The Canadian Triple Crown of thoroughbred racing based in Canada is a series of three prestigious horse races for three-year-old Thoroughbred horses born in the country. The Canadian Triple Crown of Thoroughbred Racing is an illustrious title, coveted by horse racing enthusiasts and professionals alike. Like its more famous counterpart in the United States, Canada’s Triple Crown signifies excellence and dominance in the world of thoroughbred racing. Here’s a look at the history and significance of this prestigious title. It is one of North America’s most existing horse racing events. You may ask, how it began, what are its origins?
How it all started
The original idea of a Triple Crown in horse racing was first executed back in England where later was adopted in the U.S. and Canada. However, the Canadian Triple Crown is the oldest continuously run race in North America.
In England, where the original Triple Crown consists of the 2000 Guineas Stakes, the Epsom Derby, and the St. Leger Stakes. The idea eventually crossed the Atlantic to North America, where the U.S. established its version, consisting of the Kentucky Derby, the Preakness Stakes, and the Belmont Stakes. This was followed by Canada Inspired by these established series, Canada introduced its own Triple Crown in 1959.
Canadian Triple Crown of Thoroughbred Racing
Canada’s Triple Crown consists of three major races, each held in the province of Ontario.
The Queen’s Plate
The Queen’s Plate is the oldest of the three races. The first race was held back in 1860. Not only that, but It is also the oldest continuously run race in North America. The race is staged at Woodbine Racetrack in Toronto, and it covers 1 1/4 miles and is open to three-year-old thoroughbreds foaled in Canada. Over the years, the Queen’s Plate has seen many of the nation’s finest horses compete, establishing it as a focal event in Canadian sports.

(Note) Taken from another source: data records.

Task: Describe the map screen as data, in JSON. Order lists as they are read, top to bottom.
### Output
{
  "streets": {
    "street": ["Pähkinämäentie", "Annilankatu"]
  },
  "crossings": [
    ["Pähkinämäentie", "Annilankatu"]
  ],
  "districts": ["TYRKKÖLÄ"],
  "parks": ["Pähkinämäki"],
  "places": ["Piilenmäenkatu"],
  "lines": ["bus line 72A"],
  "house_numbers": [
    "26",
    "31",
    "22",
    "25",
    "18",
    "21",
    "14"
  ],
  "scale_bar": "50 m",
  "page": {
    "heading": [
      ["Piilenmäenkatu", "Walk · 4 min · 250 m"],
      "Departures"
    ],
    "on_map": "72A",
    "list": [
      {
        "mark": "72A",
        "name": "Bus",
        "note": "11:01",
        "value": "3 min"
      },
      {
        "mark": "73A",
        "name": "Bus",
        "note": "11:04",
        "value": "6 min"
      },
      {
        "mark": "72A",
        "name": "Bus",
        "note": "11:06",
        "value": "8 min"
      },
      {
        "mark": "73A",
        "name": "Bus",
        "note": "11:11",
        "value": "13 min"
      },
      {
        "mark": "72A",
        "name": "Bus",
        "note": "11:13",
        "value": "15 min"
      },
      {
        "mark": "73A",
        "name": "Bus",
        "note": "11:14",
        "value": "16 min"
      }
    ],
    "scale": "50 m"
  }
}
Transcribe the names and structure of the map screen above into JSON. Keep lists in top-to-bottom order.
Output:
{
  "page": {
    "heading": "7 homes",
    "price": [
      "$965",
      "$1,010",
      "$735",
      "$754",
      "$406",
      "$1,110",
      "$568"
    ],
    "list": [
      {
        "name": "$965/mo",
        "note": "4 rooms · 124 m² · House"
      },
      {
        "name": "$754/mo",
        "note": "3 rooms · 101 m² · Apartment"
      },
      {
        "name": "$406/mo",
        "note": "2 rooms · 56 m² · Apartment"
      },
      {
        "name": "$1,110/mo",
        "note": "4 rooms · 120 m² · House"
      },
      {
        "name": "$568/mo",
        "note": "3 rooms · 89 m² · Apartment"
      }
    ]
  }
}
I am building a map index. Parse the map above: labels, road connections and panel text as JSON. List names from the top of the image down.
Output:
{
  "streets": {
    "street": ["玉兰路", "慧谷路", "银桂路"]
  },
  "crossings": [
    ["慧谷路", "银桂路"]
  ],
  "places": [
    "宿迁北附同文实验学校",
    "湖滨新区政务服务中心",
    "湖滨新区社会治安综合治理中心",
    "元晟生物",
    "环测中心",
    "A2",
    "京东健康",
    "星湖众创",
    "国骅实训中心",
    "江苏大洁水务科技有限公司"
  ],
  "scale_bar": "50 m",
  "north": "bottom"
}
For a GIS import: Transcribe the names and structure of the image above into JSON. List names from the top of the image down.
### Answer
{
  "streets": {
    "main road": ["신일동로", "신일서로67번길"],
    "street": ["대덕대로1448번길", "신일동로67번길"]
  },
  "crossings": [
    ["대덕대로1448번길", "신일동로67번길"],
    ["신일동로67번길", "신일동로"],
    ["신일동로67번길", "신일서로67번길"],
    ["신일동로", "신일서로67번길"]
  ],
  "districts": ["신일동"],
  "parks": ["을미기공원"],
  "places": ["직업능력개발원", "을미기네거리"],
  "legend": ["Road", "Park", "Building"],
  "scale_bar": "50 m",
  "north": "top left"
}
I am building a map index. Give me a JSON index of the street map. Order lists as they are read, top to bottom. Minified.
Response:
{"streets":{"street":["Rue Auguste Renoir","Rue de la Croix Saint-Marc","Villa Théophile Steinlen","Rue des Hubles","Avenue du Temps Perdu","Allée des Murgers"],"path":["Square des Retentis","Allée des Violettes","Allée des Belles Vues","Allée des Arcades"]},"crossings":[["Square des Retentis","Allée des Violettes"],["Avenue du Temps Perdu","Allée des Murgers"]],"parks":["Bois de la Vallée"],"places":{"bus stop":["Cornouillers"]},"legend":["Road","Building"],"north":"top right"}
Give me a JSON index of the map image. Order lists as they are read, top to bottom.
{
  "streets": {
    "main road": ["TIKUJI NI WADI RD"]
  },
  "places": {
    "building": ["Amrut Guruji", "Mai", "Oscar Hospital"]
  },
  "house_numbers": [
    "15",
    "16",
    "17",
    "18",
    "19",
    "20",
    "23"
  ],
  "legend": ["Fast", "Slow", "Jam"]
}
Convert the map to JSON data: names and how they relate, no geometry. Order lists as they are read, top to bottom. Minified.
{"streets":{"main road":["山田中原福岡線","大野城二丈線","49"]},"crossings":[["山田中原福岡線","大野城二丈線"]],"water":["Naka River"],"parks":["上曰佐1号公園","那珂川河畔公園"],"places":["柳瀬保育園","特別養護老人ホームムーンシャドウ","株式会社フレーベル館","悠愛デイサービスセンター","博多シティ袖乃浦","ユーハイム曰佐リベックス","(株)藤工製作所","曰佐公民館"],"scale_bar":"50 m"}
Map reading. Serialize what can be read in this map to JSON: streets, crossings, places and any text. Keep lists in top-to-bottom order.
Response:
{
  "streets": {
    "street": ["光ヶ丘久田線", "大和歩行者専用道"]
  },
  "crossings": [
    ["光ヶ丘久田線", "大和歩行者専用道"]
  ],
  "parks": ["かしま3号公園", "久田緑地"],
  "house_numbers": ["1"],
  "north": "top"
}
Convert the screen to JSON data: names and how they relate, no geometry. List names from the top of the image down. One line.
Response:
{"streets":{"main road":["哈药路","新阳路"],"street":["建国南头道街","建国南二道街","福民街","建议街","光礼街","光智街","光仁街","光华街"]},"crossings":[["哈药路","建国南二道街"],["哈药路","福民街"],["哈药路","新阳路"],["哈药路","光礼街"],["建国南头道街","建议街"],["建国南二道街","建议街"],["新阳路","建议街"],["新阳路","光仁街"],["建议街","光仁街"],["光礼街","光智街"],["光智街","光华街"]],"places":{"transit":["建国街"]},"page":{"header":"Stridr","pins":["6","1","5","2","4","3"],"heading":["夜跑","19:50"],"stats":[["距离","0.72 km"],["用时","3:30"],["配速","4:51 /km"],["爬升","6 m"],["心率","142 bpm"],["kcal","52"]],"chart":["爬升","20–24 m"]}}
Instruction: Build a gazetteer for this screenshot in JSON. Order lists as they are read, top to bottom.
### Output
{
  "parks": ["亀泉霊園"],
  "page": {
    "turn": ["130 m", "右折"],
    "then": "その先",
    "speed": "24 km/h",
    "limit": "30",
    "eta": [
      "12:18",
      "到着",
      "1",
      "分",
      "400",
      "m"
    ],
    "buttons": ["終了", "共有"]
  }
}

The Prince of Wales Stakes
Held at Fort Erie Race Track, this race was first run in 1929, though it didn’t become a part of the Triple Crown series until 1959. Covering 1 3/16 miles, the Prince of Wales Stakes offers a different challenge for horses, especially with its unique track configuration and tighter turns.
The Breeders’ Stakes
This race is unique because it’s contested on turf, covering a distance of 1 1/2 miles at the Woodbine Racetrack. It began in 1889 and, like the Prince of Wales Stakes, was included in the Triple Crown series in 1959. Being the only turf race in the series, the Breeders’ Stakes often brings a different set of contenders and strategies to the fore.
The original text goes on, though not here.